## TASK DETAILS
Determine which lines of the records include the word "built", and copy them.

## Items from a data source
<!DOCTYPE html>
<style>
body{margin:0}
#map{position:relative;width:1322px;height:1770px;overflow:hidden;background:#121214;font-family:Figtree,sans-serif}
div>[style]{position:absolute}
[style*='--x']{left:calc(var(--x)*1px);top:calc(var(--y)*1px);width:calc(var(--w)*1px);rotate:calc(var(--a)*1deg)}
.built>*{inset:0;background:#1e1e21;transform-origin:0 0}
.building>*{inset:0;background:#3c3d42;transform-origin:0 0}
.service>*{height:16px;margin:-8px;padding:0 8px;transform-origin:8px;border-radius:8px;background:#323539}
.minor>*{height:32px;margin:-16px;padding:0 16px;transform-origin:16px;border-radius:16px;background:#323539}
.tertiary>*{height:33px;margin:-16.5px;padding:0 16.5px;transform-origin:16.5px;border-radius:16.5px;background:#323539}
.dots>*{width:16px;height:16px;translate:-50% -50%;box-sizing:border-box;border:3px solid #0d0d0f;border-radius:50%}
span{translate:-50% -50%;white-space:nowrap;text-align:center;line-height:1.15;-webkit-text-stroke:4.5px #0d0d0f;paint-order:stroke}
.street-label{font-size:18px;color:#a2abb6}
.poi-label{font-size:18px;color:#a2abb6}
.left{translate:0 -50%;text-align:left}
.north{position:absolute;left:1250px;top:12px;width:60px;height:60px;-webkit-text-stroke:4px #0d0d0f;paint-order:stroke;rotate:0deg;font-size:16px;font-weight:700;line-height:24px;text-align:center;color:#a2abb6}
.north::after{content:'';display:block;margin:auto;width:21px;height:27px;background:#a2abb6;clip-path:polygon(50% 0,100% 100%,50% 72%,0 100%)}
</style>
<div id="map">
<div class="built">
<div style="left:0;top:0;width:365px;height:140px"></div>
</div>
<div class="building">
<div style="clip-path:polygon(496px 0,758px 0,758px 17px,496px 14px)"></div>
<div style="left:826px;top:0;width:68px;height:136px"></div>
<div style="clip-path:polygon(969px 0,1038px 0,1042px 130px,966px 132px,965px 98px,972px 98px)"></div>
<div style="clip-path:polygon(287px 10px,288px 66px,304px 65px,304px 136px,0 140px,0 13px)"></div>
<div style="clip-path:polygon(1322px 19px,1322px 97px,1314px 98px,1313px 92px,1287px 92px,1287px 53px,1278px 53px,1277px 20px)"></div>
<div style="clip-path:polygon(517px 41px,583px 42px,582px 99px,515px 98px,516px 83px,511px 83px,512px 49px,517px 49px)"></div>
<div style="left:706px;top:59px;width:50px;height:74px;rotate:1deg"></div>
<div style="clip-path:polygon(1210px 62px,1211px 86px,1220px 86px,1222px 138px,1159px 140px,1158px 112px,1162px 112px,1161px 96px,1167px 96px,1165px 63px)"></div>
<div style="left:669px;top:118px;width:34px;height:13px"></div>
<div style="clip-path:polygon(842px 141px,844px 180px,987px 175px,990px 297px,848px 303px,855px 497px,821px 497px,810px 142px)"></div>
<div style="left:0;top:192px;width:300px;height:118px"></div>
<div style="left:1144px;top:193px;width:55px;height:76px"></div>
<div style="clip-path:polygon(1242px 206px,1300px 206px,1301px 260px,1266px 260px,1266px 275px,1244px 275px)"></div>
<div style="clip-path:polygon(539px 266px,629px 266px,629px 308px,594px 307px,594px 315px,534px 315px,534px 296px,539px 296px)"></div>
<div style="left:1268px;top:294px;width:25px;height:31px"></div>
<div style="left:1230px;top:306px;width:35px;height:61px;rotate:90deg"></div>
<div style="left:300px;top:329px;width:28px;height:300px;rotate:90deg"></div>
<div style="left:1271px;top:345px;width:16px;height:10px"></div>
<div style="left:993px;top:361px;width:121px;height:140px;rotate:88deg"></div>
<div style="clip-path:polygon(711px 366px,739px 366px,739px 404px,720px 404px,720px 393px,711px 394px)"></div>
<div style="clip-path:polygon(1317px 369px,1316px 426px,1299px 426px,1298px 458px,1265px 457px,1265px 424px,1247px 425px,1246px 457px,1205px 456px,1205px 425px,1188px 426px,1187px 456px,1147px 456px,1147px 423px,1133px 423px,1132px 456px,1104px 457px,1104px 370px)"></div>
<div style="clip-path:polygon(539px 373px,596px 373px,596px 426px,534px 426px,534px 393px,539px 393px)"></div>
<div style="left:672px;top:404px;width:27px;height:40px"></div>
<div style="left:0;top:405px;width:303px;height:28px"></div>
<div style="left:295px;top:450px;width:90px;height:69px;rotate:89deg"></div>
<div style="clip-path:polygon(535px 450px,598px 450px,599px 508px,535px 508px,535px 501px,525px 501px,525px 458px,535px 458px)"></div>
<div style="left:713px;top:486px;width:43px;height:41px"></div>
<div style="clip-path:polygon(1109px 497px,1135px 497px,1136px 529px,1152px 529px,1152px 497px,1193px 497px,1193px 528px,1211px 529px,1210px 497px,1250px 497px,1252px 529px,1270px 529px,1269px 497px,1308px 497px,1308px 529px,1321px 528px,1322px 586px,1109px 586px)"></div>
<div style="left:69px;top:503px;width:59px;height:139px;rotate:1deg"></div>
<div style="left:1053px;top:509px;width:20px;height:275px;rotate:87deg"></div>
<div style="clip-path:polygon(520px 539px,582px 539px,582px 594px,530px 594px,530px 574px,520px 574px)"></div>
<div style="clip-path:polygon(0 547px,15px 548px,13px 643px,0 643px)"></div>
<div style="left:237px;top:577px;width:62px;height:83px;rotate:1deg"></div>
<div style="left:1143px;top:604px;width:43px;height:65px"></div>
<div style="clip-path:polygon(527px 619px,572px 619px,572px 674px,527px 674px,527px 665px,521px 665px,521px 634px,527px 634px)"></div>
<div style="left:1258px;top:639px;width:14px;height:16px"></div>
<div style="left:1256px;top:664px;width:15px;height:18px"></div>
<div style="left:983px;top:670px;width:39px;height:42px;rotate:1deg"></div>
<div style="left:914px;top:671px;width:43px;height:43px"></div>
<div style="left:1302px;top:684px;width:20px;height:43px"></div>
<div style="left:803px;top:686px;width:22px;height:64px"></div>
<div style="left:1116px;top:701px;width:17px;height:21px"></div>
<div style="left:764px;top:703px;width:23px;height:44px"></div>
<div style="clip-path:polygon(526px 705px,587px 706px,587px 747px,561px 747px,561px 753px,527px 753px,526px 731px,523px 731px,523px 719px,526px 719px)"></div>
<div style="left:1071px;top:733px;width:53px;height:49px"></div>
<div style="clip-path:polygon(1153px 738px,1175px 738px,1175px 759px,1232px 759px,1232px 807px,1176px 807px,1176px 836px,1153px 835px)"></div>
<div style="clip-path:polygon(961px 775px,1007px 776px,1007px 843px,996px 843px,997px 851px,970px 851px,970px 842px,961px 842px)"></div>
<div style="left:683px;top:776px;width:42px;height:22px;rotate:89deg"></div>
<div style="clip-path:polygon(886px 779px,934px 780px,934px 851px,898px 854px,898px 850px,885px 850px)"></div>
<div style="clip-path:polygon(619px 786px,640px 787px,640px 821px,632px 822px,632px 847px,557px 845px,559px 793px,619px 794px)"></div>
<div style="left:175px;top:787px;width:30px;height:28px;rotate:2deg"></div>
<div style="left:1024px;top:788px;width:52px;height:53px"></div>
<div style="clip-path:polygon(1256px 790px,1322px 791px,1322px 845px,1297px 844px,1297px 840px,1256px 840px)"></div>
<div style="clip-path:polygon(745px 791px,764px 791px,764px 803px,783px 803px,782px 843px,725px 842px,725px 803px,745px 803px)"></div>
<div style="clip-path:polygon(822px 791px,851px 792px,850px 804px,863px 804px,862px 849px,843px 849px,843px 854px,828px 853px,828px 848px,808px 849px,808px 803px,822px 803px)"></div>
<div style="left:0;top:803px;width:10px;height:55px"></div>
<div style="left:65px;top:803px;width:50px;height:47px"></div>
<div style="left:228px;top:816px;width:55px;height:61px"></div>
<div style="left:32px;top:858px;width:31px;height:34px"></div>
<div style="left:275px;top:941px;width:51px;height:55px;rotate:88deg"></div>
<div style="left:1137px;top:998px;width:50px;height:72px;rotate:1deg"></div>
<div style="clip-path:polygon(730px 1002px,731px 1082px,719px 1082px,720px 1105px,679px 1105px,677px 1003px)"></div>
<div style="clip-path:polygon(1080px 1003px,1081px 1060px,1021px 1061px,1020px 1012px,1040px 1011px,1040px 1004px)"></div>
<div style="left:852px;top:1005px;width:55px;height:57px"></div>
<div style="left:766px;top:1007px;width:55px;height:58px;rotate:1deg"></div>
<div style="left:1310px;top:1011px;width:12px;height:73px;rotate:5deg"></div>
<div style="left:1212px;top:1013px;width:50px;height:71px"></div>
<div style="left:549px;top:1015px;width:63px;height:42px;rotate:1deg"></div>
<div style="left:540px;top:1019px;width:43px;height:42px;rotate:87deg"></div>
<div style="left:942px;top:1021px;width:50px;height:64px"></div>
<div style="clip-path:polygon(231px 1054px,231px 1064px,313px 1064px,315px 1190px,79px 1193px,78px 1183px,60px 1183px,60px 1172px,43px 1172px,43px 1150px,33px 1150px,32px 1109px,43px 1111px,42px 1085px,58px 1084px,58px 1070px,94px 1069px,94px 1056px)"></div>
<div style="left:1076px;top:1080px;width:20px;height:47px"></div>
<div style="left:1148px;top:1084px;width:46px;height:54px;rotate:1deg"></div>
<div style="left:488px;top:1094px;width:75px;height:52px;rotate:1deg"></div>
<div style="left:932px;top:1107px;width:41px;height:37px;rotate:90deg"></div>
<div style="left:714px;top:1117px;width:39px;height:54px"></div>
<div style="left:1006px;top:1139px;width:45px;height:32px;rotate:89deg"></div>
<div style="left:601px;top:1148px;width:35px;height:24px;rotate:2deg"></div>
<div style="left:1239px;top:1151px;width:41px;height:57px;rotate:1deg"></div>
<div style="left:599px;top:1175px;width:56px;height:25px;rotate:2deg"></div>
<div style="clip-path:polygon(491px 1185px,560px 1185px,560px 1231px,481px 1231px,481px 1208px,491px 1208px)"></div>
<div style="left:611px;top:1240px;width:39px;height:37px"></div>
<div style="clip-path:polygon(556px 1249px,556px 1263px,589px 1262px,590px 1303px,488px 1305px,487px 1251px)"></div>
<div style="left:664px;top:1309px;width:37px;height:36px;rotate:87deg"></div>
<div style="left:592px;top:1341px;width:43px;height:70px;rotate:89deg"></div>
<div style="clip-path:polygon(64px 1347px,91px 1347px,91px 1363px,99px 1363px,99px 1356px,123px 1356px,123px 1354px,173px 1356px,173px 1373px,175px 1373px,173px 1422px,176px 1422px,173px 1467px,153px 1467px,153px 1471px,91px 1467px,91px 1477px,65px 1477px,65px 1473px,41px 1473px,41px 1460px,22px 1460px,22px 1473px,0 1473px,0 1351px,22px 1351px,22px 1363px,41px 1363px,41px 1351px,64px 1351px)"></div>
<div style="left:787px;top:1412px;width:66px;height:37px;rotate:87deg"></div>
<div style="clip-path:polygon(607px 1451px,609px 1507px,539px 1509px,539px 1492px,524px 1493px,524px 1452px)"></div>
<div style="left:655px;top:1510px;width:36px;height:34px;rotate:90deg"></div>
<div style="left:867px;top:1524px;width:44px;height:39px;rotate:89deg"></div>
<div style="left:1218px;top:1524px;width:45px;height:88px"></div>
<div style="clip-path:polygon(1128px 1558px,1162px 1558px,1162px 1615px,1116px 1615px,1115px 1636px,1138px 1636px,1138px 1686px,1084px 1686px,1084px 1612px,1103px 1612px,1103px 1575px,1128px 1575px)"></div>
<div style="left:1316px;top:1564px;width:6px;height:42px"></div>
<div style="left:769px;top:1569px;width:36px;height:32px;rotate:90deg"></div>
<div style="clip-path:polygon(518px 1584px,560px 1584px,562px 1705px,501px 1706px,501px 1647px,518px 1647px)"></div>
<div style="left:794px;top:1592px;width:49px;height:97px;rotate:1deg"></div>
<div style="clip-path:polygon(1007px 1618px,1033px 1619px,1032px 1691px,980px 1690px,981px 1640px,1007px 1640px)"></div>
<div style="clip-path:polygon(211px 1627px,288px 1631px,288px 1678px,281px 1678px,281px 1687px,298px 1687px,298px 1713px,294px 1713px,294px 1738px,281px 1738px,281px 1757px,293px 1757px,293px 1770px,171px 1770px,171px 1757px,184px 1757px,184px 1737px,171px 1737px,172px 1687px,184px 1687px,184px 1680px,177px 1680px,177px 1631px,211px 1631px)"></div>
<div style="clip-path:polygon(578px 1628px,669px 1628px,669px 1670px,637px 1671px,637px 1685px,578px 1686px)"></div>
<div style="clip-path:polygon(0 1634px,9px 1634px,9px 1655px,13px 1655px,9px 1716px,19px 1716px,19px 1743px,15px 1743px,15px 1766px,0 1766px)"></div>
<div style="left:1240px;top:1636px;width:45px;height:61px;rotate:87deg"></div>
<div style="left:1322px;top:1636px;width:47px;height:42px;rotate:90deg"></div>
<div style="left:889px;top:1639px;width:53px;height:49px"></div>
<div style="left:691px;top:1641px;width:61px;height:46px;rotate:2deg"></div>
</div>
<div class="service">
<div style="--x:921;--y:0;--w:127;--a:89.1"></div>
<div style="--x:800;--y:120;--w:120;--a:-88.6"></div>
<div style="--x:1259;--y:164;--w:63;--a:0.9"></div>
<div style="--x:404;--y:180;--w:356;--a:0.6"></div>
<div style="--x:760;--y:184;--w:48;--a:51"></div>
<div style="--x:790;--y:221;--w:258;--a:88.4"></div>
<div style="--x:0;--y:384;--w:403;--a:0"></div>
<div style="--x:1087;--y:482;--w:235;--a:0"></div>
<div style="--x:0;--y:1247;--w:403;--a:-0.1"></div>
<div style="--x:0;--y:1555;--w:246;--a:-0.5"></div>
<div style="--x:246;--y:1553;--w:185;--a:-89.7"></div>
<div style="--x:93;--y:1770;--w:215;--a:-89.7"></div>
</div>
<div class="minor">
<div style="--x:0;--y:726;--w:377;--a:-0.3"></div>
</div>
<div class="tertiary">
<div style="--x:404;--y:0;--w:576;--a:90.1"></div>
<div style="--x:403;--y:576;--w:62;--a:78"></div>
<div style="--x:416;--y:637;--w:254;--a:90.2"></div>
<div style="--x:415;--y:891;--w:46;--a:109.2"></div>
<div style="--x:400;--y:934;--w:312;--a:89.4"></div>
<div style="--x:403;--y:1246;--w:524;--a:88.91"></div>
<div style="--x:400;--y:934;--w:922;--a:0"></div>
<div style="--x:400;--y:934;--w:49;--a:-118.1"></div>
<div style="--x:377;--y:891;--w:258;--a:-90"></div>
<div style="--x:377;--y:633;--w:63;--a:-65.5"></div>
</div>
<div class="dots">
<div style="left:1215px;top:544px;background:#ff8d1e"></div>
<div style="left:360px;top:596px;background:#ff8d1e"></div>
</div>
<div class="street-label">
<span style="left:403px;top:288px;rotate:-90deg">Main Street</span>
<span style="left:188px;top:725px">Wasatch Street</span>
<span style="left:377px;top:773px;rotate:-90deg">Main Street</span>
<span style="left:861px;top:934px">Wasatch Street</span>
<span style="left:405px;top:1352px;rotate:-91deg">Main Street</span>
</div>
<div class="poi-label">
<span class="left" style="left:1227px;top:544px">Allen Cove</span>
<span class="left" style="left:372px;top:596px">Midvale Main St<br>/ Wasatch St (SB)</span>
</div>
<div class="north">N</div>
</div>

## TASK SOLUTION
.built>*{inset:0;background:#1e1e21;transform-origin:0 0}
<div class="built">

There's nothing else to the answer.